§ WHAT YOU NEED TO DO
Select and reproduce each line of the listing below that bears the string "stream".

§ MATERIAL FOR THIS EXERCISE

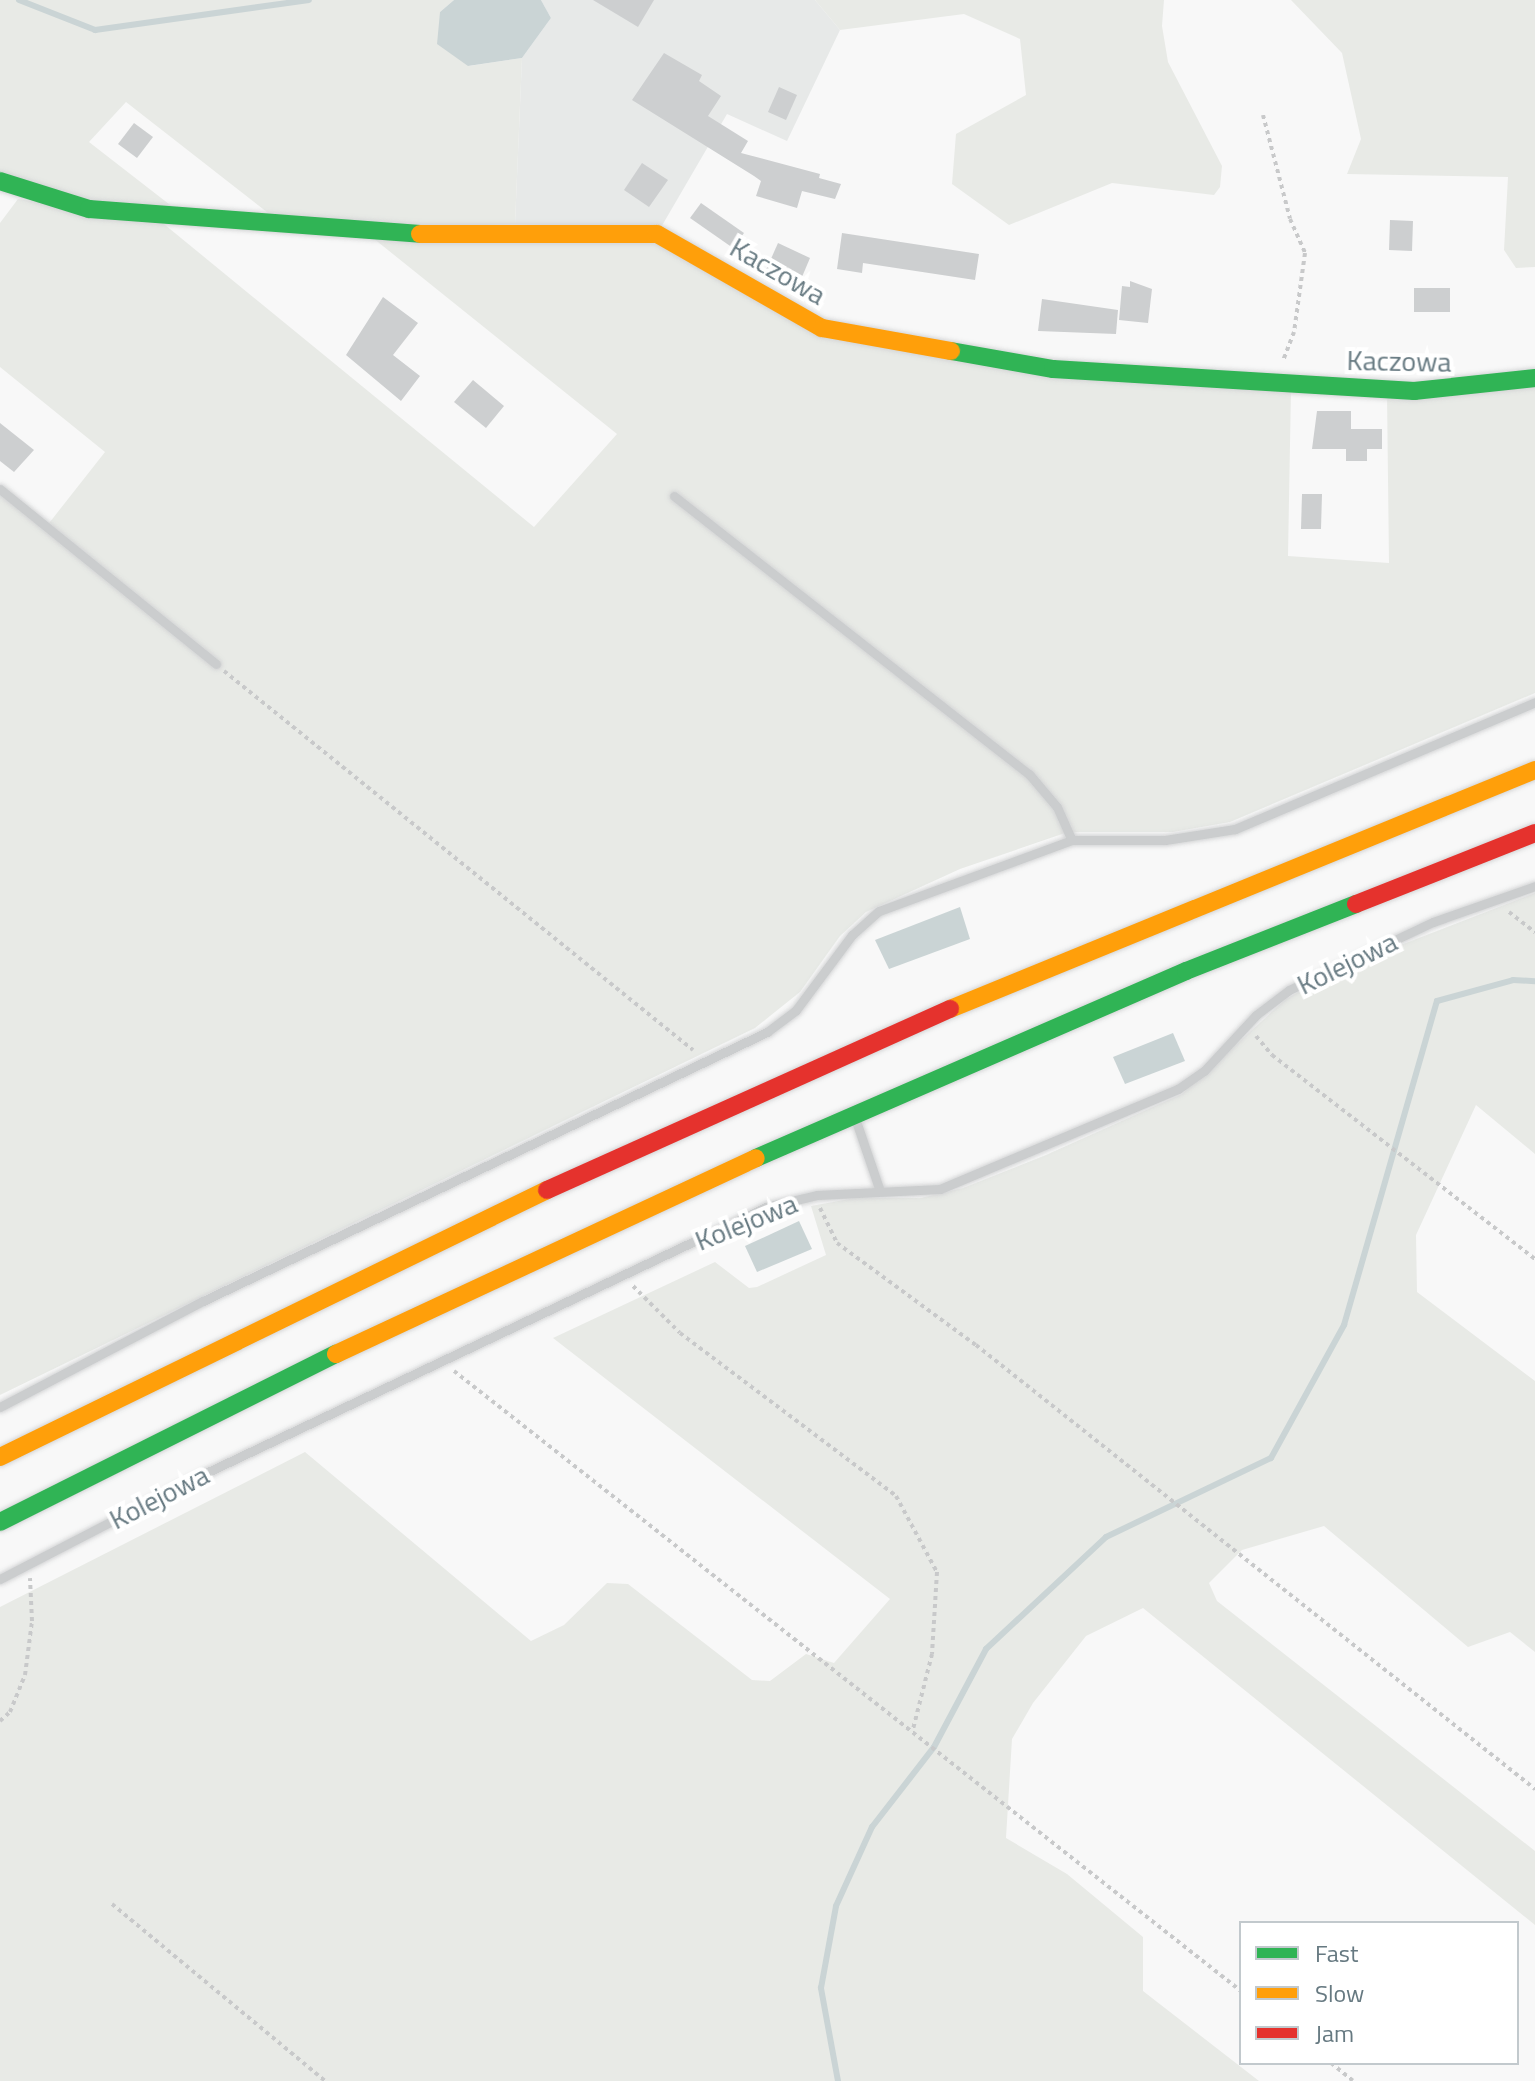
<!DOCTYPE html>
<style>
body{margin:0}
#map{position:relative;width:1535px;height:2081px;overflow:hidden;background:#f8f8f8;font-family:"Titillium Web",sans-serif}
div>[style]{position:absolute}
.built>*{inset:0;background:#e7e9e8}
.green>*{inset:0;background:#e8eae6}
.water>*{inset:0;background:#cad4d5}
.stream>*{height:6px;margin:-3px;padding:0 3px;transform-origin:3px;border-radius:3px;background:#cad4d5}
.building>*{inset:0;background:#cdcfd0}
.path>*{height:4px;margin-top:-2px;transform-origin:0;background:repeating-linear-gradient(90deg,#c8c9ca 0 4px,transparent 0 8px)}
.roads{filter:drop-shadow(0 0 2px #d4d5d6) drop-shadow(0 0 2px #d4d5d6)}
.lane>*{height:9px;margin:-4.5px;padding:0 4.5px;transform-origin:4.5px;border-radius:4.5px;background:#cbcdce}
.fast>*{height:18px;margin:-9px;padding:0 9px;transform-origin:9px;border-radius:9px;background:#30b455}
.slow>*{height:18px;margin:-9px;padding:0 9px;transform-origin:9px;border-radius:9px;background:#ff9f0a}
.jam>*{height:18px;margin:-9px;padding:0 9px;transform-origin:9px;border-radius:9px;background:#e5322d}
span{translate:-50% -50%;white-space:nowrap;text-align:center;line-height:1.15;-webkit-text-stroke:8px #fff;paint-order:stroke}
.street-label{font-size:28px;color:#667981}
.legend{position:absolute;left:1239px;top:1921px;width:280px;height:144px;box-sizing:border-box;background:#fff;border:2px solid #c2c9cd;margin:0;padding:10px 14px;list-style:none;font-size:24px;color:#667981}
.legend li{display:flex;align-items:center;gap:16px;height:40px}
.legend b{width:40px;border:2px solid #c2c9cd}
</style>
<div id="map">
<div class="built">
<div style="clip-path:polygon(541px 0,815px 0,840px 30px,787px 141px,727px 114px,660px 229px,515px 224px,522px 58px,551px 18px)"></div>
</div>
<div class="green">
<div style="clip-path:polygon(0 0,454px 0,440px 12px,469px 66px,522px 58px,515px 224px,424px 227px,272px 216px,126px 102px,89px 142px,174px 208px,91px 202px,0 175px)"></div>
<div style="clip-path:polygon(815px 0,1164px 0,1162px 26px,1168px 62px,1222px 166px,1220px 187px,1214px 195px,1112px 183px,1009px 225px,952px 184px,956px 134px,1026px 95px,1020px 39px,964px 14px,840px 30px)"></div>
<div style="clip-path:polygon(1291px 0,1535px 0,1535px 267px,1516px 268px,1504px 250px,1508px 177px,1347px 174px,1361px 139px,1342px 53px)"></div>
<div style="clip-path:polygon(18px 199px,159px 220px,534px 527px,617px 434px,368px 234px,656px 241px,817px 333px,1291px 389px,1288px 556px,1389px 563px,1387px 394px,1535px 380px,1535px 693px,1230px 822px,1173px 832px,1068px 832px,960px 869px,866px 912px,840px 936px,800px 992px,755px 1028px,0 1395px,0 489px,46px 527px,105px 452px,0 367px,0 223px)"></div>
<div style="clip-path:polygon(1535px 893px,1535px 1154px,1476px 1105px,1416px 1235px,1417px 1292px,1535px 1381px,1535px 1652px,1510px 1632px,1468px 1647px,1324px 1526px,1242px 1550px,1209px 1583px,1217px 1601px,1535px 1851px,1535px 1925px,1143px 1608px,1086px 1636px,1033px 1703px,1012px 1739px,1006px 1838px,1067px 1874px,1143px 1937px,1143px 1991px,1259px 2081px,0 2081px,0 1607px,305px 1452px,531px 1641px,564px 1625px,607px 1583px,628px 1584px,752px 1680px,770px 1681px,806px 1654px,834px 1663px,890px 1599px,553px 1338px,715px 1262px,749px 1288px,757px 1287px,826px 1255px,811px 1206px,855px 1198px,921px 1198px,963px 1188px,1046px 1155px,1182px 1094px,1286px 999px,1344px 967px)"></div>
</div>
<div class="water">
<div style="clip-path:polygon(454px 0,541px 0,551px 18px,522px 58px,468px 66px,437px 44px,440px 12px)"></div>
<div style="clip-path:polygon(960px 907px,970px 939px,889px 969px,875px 940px)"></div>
<div style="clip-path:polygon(1173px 1033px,1185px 1061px,1125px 1084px,1113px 1057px)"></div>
<div style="clip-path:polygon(799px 1221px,812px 1249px,757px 1272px,745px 1246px)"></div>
</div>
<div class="stream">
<div style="left:19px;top:0;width:82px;rotate:21.5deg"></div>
<div style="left:95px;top:30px;width:216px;rotate:-8deg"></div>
<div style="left:838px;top:2081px;width:95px;rotate:-100.4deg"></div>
<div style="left:821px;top:1988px;width:83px;rotate:-79.6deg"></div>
<div style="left:836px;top:1906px;width:87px;rotate:-65.5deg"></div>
<div style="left:872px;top:1827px;width:101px;rotate:-52.2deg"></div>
<div style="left:934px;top:1747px;width:111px;rotate:-62deg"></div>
<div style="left:986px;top:1649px;width:164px;rotate:-43deg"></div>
<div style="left:1106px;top:1537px;width:183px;rotate:-25.6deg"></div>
<div style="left:1271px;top:1458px;width:152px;rotate:-61.2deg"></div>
<div style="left:1344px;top:1325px;width:337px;rotate:-74deg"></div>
<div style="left:1437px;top:1001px;width:79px;rotate:-15.4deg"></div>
<div style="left:1513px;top:980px;width:22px;rotate:3deg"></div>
</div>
<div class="building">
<div style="clip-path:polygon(593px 0,654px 0,638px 27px)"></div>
<div style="clip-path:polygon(664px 53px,702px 75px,699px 81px,721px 96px,708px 116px,748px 141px,741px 153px,820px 174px,819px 178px,841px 184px,835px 199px,802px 191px,797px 208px,756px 196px,761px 181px,754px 176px,632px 100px)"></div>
<div style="clip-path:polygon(779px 87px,797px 95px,786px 120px,768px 112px)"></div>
<div style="clip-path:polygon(134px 123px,153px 137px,137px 158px,118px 144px)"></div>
<div style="clip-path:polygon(642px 163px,668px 180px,649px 207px,624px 190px)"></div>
<div style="clip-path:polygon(701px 203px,744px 233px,733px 248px,690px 218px)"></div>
<div style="clip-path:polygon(1390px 220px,1413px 221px,1412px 251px,1389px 250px)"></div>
<div style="clip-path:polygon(842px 233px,979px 254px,975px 280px,863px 263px,862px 273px,837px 269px)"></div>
<div style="clip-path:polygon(778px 243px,810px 258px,799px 284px,766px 270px)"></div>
<div style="clip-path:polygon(1130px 281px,1152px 289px,1148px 323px,1119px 320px,1122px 286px,1130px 287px)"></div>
<div style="clip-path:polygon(1414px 288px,1450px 288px,1450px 312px,1414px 312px)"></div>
<div style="clip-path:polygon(383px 297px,418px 323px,393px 355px,420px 376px,401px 401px,346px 355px)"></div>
<div style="clip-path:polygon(1042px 299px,1118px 310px,1116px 334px,1038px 331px)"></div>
<div style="clip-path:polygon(473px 380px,504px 406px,486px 428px,454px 402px)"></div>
<div style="clip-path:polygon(1317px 411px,1351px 411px,1351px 429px,1382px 429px,1382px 449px,1367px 449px,1367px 461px,1346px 461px,1346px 449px,1312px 449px)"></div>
<div style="clip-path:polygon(0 423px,34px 450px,14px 472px,0 461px)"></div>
<div style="clip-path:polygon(1302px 494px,1322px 494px,1321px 529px,1301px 529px)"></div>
</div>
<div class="path">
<div style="left:1263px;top:115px;width:107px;rotate:75.4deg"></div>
<div style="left:1290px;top:219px;width:37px;rotate:66deg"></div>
<div style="left:1305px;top:253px;width:80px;rotate:97.9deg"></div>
<div style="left:1294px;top:332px;width:31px;rotate:111deg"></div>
<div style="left:224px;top:671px;width:603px;rotate:38.94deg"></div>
<div style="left:1509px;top:912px;width:33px;rotate:38deg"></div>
<div style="left:1256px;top:1036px;width:25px;rotate:50deg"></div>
<div style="left:1272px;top:1055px;width:333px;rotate:37.8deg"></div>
<div style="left:820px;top:1208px;width:39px;rotate:64deg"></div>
<div style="left:837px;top:1243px;width:172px;rotate:36.3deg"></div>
<div style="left:976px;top:1345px;width:714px;rotate:38.46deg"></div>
<div style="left:633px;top:1286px;width:66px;rotate:45deg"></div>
<div style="left:680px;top:1333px;width:271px;rotate:37deg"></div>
<div style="left:896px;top:1496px;width:86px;rotate:61.7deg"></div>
<div style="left:937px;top:1572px;width:82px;rotate:93.5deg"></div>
<div style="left:932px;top:1654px;width:77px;rotate:104.2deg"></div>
<div style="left:454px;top:1371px;width:1002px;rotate:38.23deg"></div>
<div style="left:0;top:1721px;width:13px;rotate:-42deg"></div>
<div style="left:10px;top:1712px;width:40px;rotate:-68deg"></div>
<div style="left:25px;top:1675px;width:54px;rotate:-82.6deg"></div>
<div style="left:32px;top:1621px;width:43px;rotate:-92.7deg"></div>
<div style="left:112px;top:1904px;width:277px;rotate:39.7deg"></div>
<div style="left:1331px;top:2063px;width:28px;rotate:39deg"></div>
</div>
<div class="roads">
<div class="lane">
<div style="left:0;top:489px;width:278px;rotate:39deg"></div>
<div style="left:674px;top:496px;width:451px;rotate:38.1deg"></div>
<div style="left:1029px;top:774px;width:43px;rotate:49.7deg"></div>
<div style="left:1057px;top:807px;width:36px;rotate:66deg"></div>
<div style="left:856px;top:1121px;width:74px;rotate:71.1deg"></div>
<div style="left:0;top:1407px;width:229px;rotate:-27.6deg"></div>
<div style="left:203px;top:1301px;width:625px;rotate:-25.5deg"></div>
<div style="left:767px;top:1032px;width:36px;rotate:-37deg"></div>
<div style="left:796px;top:1010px;width:94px;rotate:-53.3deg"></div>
<div style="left:852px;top:935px;width:36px;rotate:-42deg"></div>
<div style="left:879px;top:911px;width:206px;rotate:-20.2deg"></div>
<div style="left:1072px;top:840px;width:93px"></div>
<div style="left:1165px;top:840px;width:71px;rotate:-8.9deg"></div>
<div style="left:1235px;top:829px;width:326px;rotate:-22.9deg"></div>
<div style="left:0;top:1579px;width:213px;rotate:-27.4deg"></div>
<div style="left:189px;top:1481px;width:639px;rotate:-25.4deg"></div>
<div style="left:766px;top:1207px;width:52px;rotate:-13.2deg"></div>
<div style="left:817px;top:1195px;width:123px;rotate:-2.8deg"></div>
<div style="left:940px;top:1189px;width:258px;rotate:-22.8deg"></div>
<div style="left:1178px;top:1089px;width:32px;rotate:-35deg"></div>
<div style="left:1204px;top:1071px;width:76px;rotate:-47.1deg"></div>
<div style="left:1256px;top:1015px;width:41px;rotate:-37.1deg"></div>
<div style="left:1289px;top:990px;width:159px;rotate:-25.3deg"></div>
<div style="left:1433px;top:922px;width:108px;rotate:-19.4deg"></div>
</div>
<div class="fast">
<div style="left:0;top:181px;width:93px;rotate:17.5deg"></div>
<div style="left:89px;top:209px;width:332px;rotate:4.3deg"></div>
<div style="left:951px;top:351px;width:104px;rotate:10deg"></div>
<div style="left:1053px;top:369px;width:362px;rotate:3.5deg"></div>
<div style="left:1414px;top:391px;width:122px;rotate:-6.1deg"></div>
<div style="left:756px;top:1158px;width:469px;rotate:-23.5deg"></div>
<div style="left:1186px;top:971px;width:183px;rotate:-21.5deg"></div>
<div style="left:0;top:1522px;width:376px;rotate:-26.6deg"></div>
</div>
<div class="slow">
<div style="left:420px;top:234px;width:237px"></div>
<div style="left:657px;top:234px;width:190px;rotate:29.7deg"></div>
<div style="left:822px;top:328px;width:131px;rotate:10.1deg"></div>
<div style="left:950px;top:1009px;width:632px;rotate:-22.22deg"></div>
<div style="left:336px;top:1354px;width:463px;rotate:-25deg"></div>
<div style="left:0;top:1457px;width:609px;rotate:-26.02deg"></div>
</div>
<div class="jam">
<div style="left:1356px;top:904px;width:193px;rotate:-21.6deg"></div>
<div style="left:547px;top:1190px;width:442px;rotate:-24.2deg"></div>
</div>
</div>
<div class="street-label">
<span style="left:778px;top:271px;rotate:30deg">Kaczowa</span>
<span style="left:1399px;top:361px;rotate:1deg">Kaczowa</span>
<span style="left:1347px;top:963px;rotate:-26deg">Kolejowa</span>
<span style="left:746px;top:1222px;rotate:-22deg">Kolejowa</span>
<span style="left:159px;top:1497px;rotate:-27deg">Kolejowa</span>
</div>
<ul class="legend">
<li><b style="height:10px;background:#30b455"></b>Fast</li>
<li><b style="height:10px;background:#ff9f0a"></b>Slow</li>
<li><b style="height:10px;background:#e5322d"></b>Jam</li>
</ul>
</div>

§ EXPECTED ANSWER
.stream>*{height:6px;margin:-3px;padding:0 3px;transform-origin:3px;border-radius:3px;background:#cad4d5}
<div class="stream">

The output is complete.